5. The rebels had to be disarmed and a ceasefire would take place.

After agreeing to the treaty, relations between the two parties were restored before the rebellion. On 29 May 1885, Abdul Momindied and Temenggong Hashim ascended to the Brunei throne to become Sultan Hashim.

In 1887, Weld then consulted the chiefs of the Limbang River. They firmly rejected Sultan's rule and were willing to accept a "white man's rule". Weld tried to push an ultimatum that the Sultan either agreed on the cession of Limbang or to accept a Resident. Sultan Hashim hesitated. Crocker, the acting governor of North Borneo, advised the Sultan that if he did not accept a Resident in Limbang, James Brooke will be permitted to seize Limbang without any compensation to the Sultan. Sultan Hashim decided to accept a Resident after Crocker's advice.

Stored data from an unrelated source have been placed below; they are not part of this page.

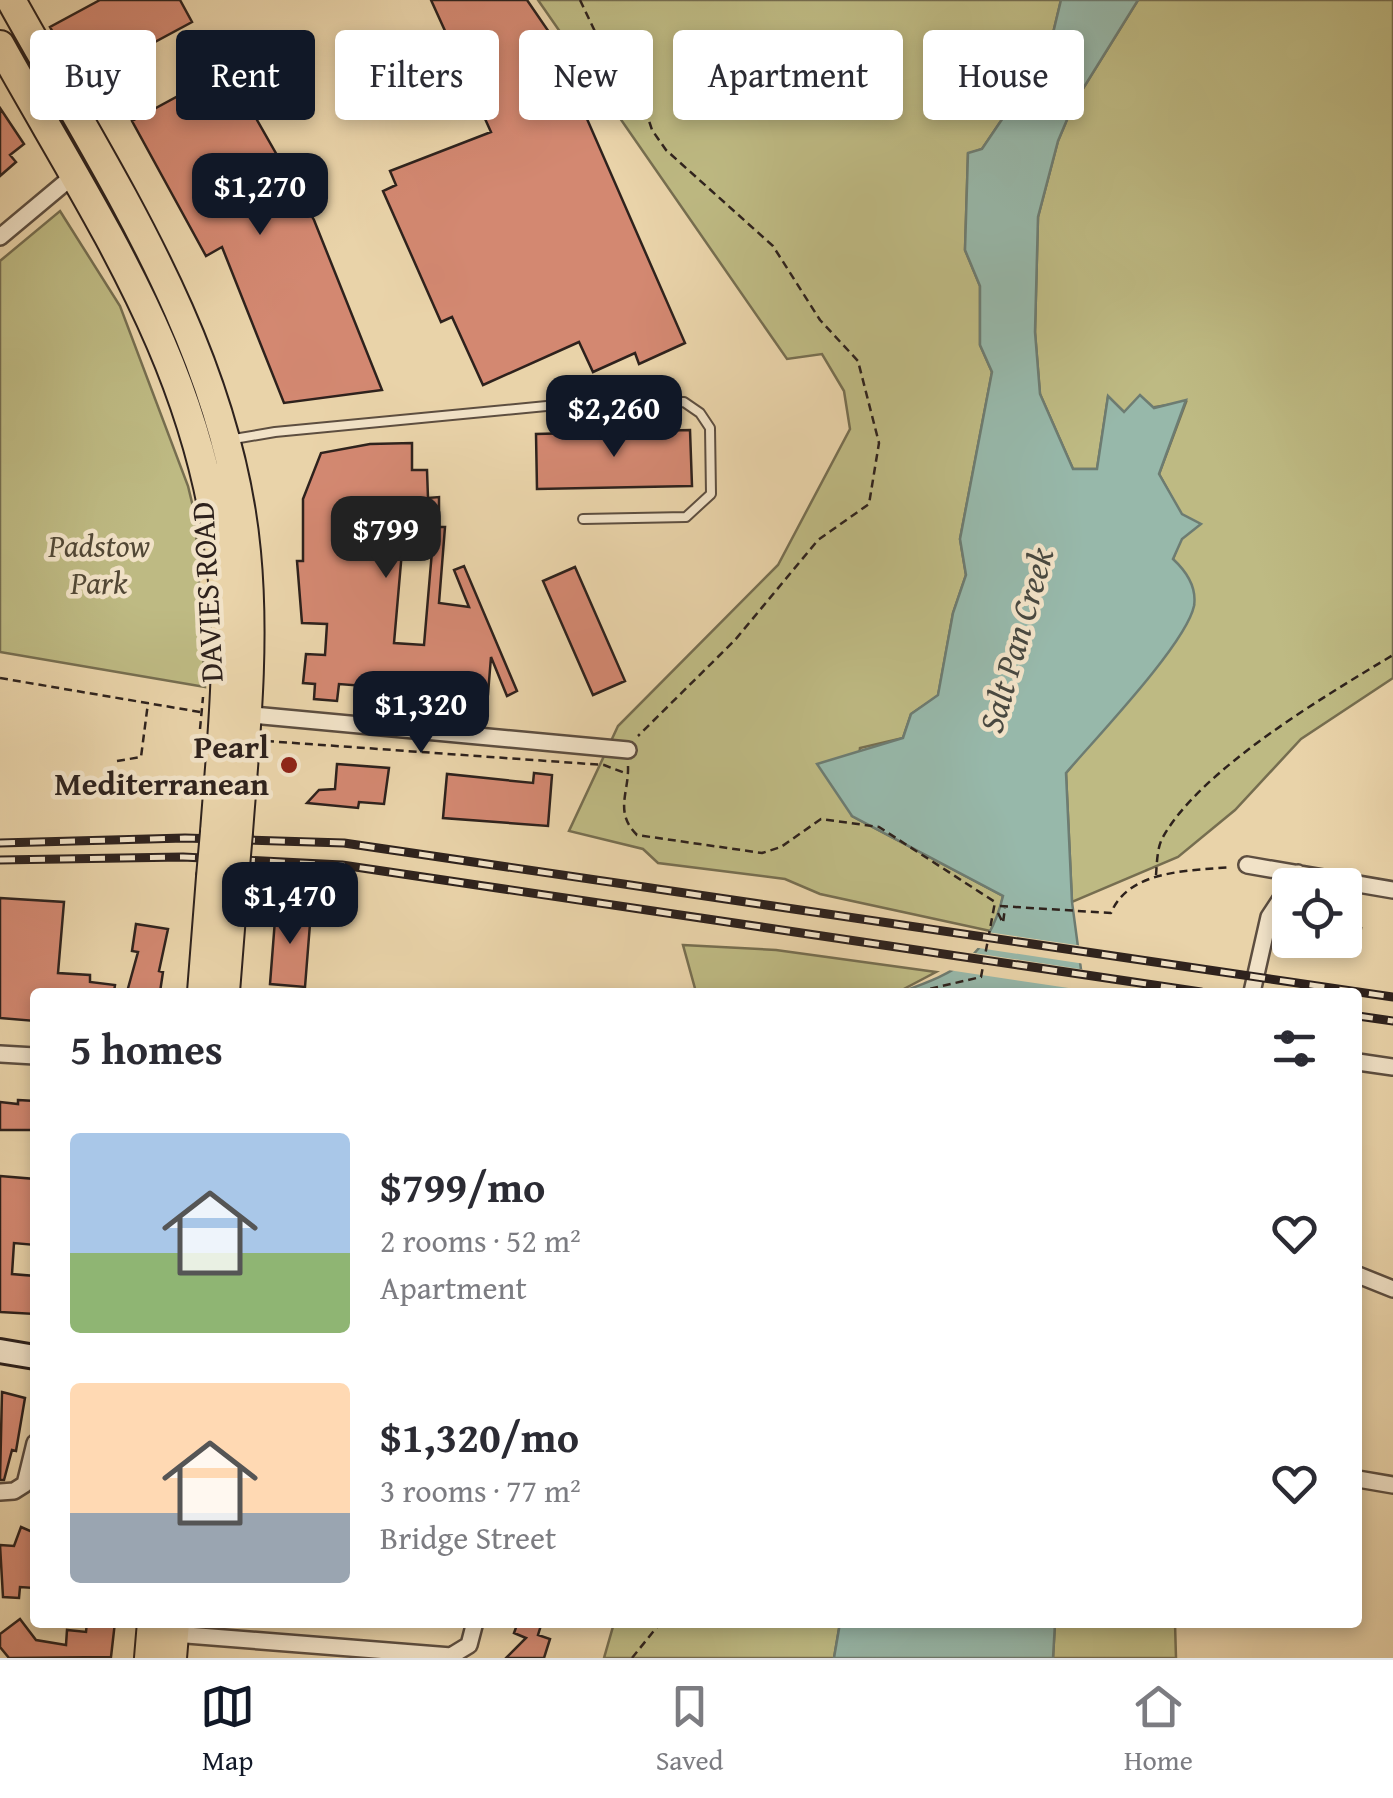 <!DOCTYPE html>
<html lang="en">
<head>
<meta charset="utf-8">
<style>
	body { margin:0; font-family:"Gentium Book Plus",serif; background:#f2f2f3; color:#2b2b33; height:100vh; display:flex; flex-direction:column; font-size:38px; white-space:nowrap }
	* { box-sizing:border-box; margin:0 }
	p { font-size:32px; color:#7c7c81 }
	.icon { flex:none; width:55px; height:55px; fill:none; stroke:currentColor; stroke-width:2; stroke-linecap:round; stroke-linejoin:round }
	.map { position:relative; flex:1; overflow:hidden }
	.details { position:absolute; left:30px; top:988px; width:1332px; height:640px; display:flex; flex-direction:column; background:#fff; border-radius:10px; box-shadow:0 5px 15px #0003 }
	.details>* { flex:none }
	.top-card { position:absolute; left:30px; top:30px; width:1335px; height:90px; display:flex; gap:20px }
	.tools { position:absolute; left:1272px; top:868px; display:grid; gap:20px }
	.tools a { display:grid; place-items:center; width:90px; height:90px; border-radius:10px; background:#fff; box-shadow:0 5px 15px #0003; font-size:50px }
	.price { position:absolute; translate:-50% -85px; padding:0 22px; border-radius:20px; background:#111827; color:#fff; font-size:32px; line-height:65px; filter:drop-shadow(0 2px 5px #0008) }
	.price::after { content:''; position:absolute; left:50%; top:60px; width:30px; height:22px; margin-left:-15px; background:inherit; clip-path:polygon(0 0,100% 0,50% 100%) }
	.price.on { background:#222; color:#fff }
	ul { padding:0; list-style:none }
	li { display:flex; align-items:center; gap:30px; height:250px; padding:0 40px }
	li span { display:grid; place-items:center; flex:none; width:280px; height:200px; border-radius:10px; color:#555 }
	li>.icon { margin-inline-start:auto }
	span .icon { width:120px; height:120px; fill:#fffc; stroke-width:1 }
	li b { font-size:42px }
	h2 { display:flex; justify-content:space-between; align-items:center; height:120px; padding:0 40px; font-size:42px }
	.chip { padding:0 35px; border-radius:10px; background:#fff; box-shadow:0 5px 15px #0003; font-size:35px; line-height:90px }
	.chip.on { background:#111827; color:#fff }
	.tab-bar { display:flex; justify-content:space-around; align-items:center; height:140px; border-top:2px solid #e1e1e2; background:#fff; font-size:28px; color:#7c7c81 }
	.tab-bar a { display:grid; justify-items:center; gap:5px }
	.tab-bar .on { color:#111827 }
	.map>svg:first-child { display:block }
</style>
</head>
<body>
<div class="map">
<svg width="1393" height="1658" viewBox="0 0 1393 1658">
	<rect width="100%" height="100%" fill="#e9d3a9"/>
	<filter id="stains"><feTurbulence type="fractalNoise" baseFrequency=".002" numOctaves="4"/><feColorMatrix values="0 0 0 0 .2 0 0 0 0 .09 0 0 0 0 .02 0 0 0 .5 -.17"/></filter>
	<radialGradient id="worn" r=".72"><stop offset=".6" stop-color="#630" stop-opacity="0"/><stop offset="1" stop-color="#630" stop-opacity=".3"/></radialGradient>
	<path fill="#beba83" stroke="#766e50" stroke-width="2.5" d="M538 0H1061L1049 50 982 149 968 154 965 250 980 286V345L992 372 960 539 966 575 953 613 938 696 911 714 903 738 860 748 852 816 1003 896 995 932 820 894 785 879 658 863 643 849 569 831 618 726 778 565 850 429 844 391 822 354 787 359Z
		M1138 0H1393V678L1301 739 1235 810 1178 857 1072 902 1066 773 1178 636 1194 605 1173 559C1188 524 1177 506 1159 474L1186 402 1124 412 1108 397 1097 469H1073L1040 394 1035 332 1038 217 1058 141 1074 103Z
		M60 211 120 306 188 486 195 515 205 687 0 652V261Z
		M683 945 776 950 936 972 898 992H696Z
		M614 1623V1622L840 1623 834 1658H604Z
		M1055 1623H1175L1176 1658H1053Z"/>
	<path fill="#97b8aa" stroke="#6d7c72" stroke-width="2.5" d="M1061 0H1138L1074 103 1058 141 1038 217 1035 332 1040 394 1073 469H1097L1108 396 1124 412 1140 395 1154 408 1186 400 1159 474 1182 514 1201 524 1182 539 1173 559C1186 571 1197 587 1194 606 1186 644 1095 739 1066 773L1072 902 1084 992H901C957 972 988 958 1003 896L852 816 817 764 903 738 911 714 938 695 953 613 966 575 960 539 992 372 980 345V286L965 250 968 153 982 149 1049 50Z
		M840 1623H1055L1053 1658H834Z"/>
	<path fill="#e9d3a9" d="M987 932 1083 946 1085 964 972 947Z
		M968 952 1086 970 1089 991 948 970Z"/>
	<path fill="#d38871" stroke="#2e221d" stroke-width="2.5" fill-rule="evenodd" d="M100 0H180L192 22 129 56 147 87 110 108 99 87 88 93 50 27Z
		M431 0H527L549 32 685 343 639 364 635 353 593 372 579 342 483 385 452 317 441 322 383 191 396 185 390 171 491 132Z
		M228 69 314 220 382 390 284 403 222 247 206 256 132 121Z
		M0 108 24 144 10 155 16 162 0 176Z
		M690 430 692 486 537 489 536 434Z
		M412 443V470H427L428 498 439 497V527H445L439 603 469 607 454 570 464 566 517 691 507 696 491 657 488 694 392 680 391 688 339 684 337 701 314 699 315 684 303 683 306 654 325 655 327 624 302 623 297 561H303V499L321 453 370 444ZM402 551H432L424 645 394 643Z
		M575 567 625 681 593 695 543 581Z
		M337 764 389 768 384 804 359 802 358 808 307 803 319 790 335 789Z
		M534 773 552 775 548 826 443 818 447 774 533 783Z
		M0 898 64 902 58 973 90 975V982L115 985 114 992H35V1021L0 1018Z
		M276 907 311 911 305 987 270 984Z
		M136 924 168 929 159 971 163 972 160 992H127L138 952 132 951Z
		M1345 926 1361 928 1358 953 1314 948 1315 940H1345Z
		M18 1100 35 1101V1130H0V1102L18 1104Z
		M0 1176 35 1179V1245L14 1243 12 1274 35 1276V1314L0 1312Z
		M2 1392 25 1398 16 1451 12 1450 4 1480H0Z
		M21 1527 35 1533 34 1588 20 1587 19 1598 3 1597 0 1545 14 1546Z
		M20 1619 36 1640 66 1645 67 1630 86 1632 87 1622H115L111 1657 9 1658 0 1647V1634Z
		M518 1622H542L538 1635 550 1639 544 1658H506L526 1638 514 1633Z"/>
	<g fill="none" stroke-linecap="round" stroke-linejoin="round">
		<g stroke="#5d4e40" stroke-width="12">
			<path id="service" d="M228 440 275 432 567 404 684 402 700 413 710 428 711 494 686 517 583 519"/>
		</g>
		<g stroke="#5d4e40" stroke-width="20">
			<path id="minor" d="M0 237 73 176
				M242 714 628 750
				M1247 865 1393 890
				M1252 992 1269 917 1298 873
				M0 1054 35 1056
				M1358 1062 1393 1067
				M1358 1275 1393 1289
				M1358 1479 1393 1485
				M0 1492 14 1491 25 1484 35 1443
				M174 1634 451 1656 469 1645 475 1622"/>
		</g>
		<g stroke="#2e221d" stroke-width="28">
			<path id="secondary" d="M0 1351 35 1357"/>
		</g>
		<g stroke="#2e221d" stroke-width="32">
			<path id="trunk" d="M11 0C108 175 227 348 246 552 255 646 245 739 238 832
				M0 45C99 223 204 370 223 581 231 665 221 749 215 832
				M202 992 211 877
				M225 992 234 878
				M149 1658 152 1622
				M172 1658 175 1622"/>
		</g>
		<path stroke="#2e221d" stroke-width="2.5" stroke-dasharray="8 5" stroke-linecap="butt" d="M580 0 601 44 635 78 652 130 666 150 773 246 820 320 858 361 879 443 869 504 818 540 735 640 638 736
			M203 614V640
			M0 678 200 712
			M200 729 203 697
			M266 741 604 765 625 773
			M117 761 141 757 148 703
			M628 766C629 793 614 812 637 835L762 853 781 847 821 819 879 827 995 902 981 977 916 992
			M1156 875C1157 863 1157 847 1163 837 1201 769 1325 696 1393 655
			M1000 906 1111 913C1129 869 1191 871 1231 867
			M998 913 1003 923 1005 908
			M632 1658 661 1622"/>
		<use href="#service" stroke="#f1e2c7" stroke-width="8"/>
		<use href="#minor" stroke="#f1e2c7" stroke-width="15"/>
		<use href="#secondary" stroke="#f1e2c7" stroke-width="22"/>
		<use href="#trunk" stroke="#e9d3a9" stroke-width="28"/>
		<g stroke="#2e221d" stroke-width="9">
			<path id="rail" d="M0 843 185 838 344 843 1393 997
				M0 860 183 857 342 865 1201 992
				M1358 1016 1393 1021"/>
		</g>
		<use href="#rail" stroke="#f1e2c7" stroke-width="5" stroke-dasharray="15" stroke-linecap="butt"/>
		<g stroke="#2e221d" stroke-width="32" stroke-linecap="butt">
			<path id="trunk-bridge" d="M211 877 215 832
				M234 878 238 832"/>
		</g>
		<use href="#trunk-bridge" stroke="#e9d3a9" stroke-width="28"/>
	</g>
	<circle fill="#8f2418" stroke="#f1e2c7" stroke-width="4" cx="289" cy="765" r="10"/>
	<g text-anchor="middle" stroke-width="9" stroke-linejoin="round" paint-order="stroke">
		<g font-size="32" font-style="italic" fill="#524836" stroke="#f1e2c7">
			<text x="99" y="557">Padstow<tspan x="99" dy="37">Park</tspan></text>
		</g>
		<g font-size="32" fill="#2e221d" stroke="#f1e2c7">
			<text transform="translate(207 592) rotate(-93)" y="11">DAVIES ROAD</text>
		</g>
		<g font-size="32" font-weight="bold" fill="#2e221d" stroke="#f1e2c7" text-anchor="end">
			<text x="269" y="758">Pearl<tspan x="269" dy="37">Mediterranean</tspan></text>
		</g>
		<g font-size="35" font-style="italic" fill="#484840" stroke="#f1e2c7">
			<text transform="translate(1016 640) rotate(-74)" y="12">Salt Pan Creek</text>
		</g>
	</g>
	<rect width="100%" height="100%" filter="url(#stains)"/>
	<rect width="100%" height="100%" fill="url(#worn)"/>
</svg>
<div class="tools">
<a><svg class="icon" aria-label="locate" viewBox="0 0 24 24"><circle cx="12" cy="12" r="6"/><path d="M12 2v4M12 18v4M2 12h4M18 12h4"/></svg></a>
</div>
<b class="price" style="left:260px;top:238px">$1,270</b>
<b class="price" style="left:614px;top:460px">$2,260</b>
<b class="price on" style="left:386px;top:581px">$799</b>
<b class="price" style="left:421px;top:756px">$1,320</b>
<b class="price" style="left:290px;top:947px">$1,470</b>
<div class="top-card">
<a class="chip">Buy</a>
<a class="chip on">Rent</a>
<a class="chip">Filters</a>
<a class="chip">New</a>
<a class="chip">Apartment</a>
<a class="chip">House</a>
</div>
<section class="details">
<h2>5 homes<svg class="icon" aria-label="filters" viewBox="0 0 24 24"><path d="M4 7h16M4 17h16"/><circle cx="9" cy="7" r="2"/><circle cx="15" cy="17" r="2"/></svg></h2>
<ul>
<li><span style="background:linear-gradient(#a9c7e8 60%,#8fb573 0)"><svg class="icon" aria-label="home" viewBox="0 0 24 24"><path d="M3 11l9-7 9 7M6 9v11h12V9"/></svg></span><div><b>$799/mo</b><p>2 rooms · 52 m²</p><p>Apartment</p></div><svg class="icon" aria-label="heart" viewBox="0 0 24 24"><path d="M12 20l-8-8c-3-5 5-10 8-4 3-6 11-1 8 4z"/></svg></li>
<li><span style="background:linear-gradient(#ffd9b3 65%,#9aa5b1 0)"><svg class="icon" aria-label="home" viewBox="0 0 24 24"><path d="M3 11l9-7 9 7M6 9v11h12V9"/></svg></span><div><b>$1,320/mo</b><p>3 rooms · 77 m²</p><p>Bridge Street</p></div><svg class="icon" aria-label="heart" viewBox="0 0 24 24"><path d="M12 20l-8-8c-3-5 5-10 8-4 3-6 11-1 8 4z"/></svg></li>
</ul>
</section>
</div>
<nav class="tab-bar">
<a class="on"><svg class="icon" aria-label="map" viewBox="0 0 24 24"><path d="M3 6l6-2 6 2 6-2v14l-6 2-6-2-6 2zM9 4v14M15 6v14"/></svg>Map</a>
<a><svg class="icon" aria-label="saved" viewBox="0 0 24 24"><path d="M7 4h10v16l-5-4-5 4z"/></svg>Saved</a>
<a><svg class="icon" aria-label="home" viewBox="0 0 24 24"><path d="M3 11l9-7 9 7M6 9v11h12V9"/></svg>Home</a>
</nav>
</body>
</html>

On 17 September 1888, Brunei signed an agreement with Great Britain which formally put Brunei under British protectorate. Sir Rutherford Alcock, managing director of North Borneo Company, Sir Robert Meader, assistant under-secretary of the colonial office, and Sir Federick Weld thought that making Brunei a protectorate will enable the final division of Brunei and stem further losses of Bruneian territories. However, British prime minister Lord Salisbury was eager for Brunei to vanish from the world map before the protectorate agreement was signed. He finally agreed to the protectorate treaty after he was assured by his officials that the protectorate status granted to Brunei will not stop its ultimate absorption into either Sarawak or North Borneo. Acting Consul Hamilton decided to go to Limbang in October 1889 to assess the people's sentiments there. The Limbang chiefs gave the same assertions that they will never submit to Sultan's rule. On 17 March 1890, Rajah Charles Brooke annexed Limbang, subjected to the approval of the British government, claiming that the local chiefs of Limbang had been independent of Brunei's rule for five years and had hoisted a Sarawak flag.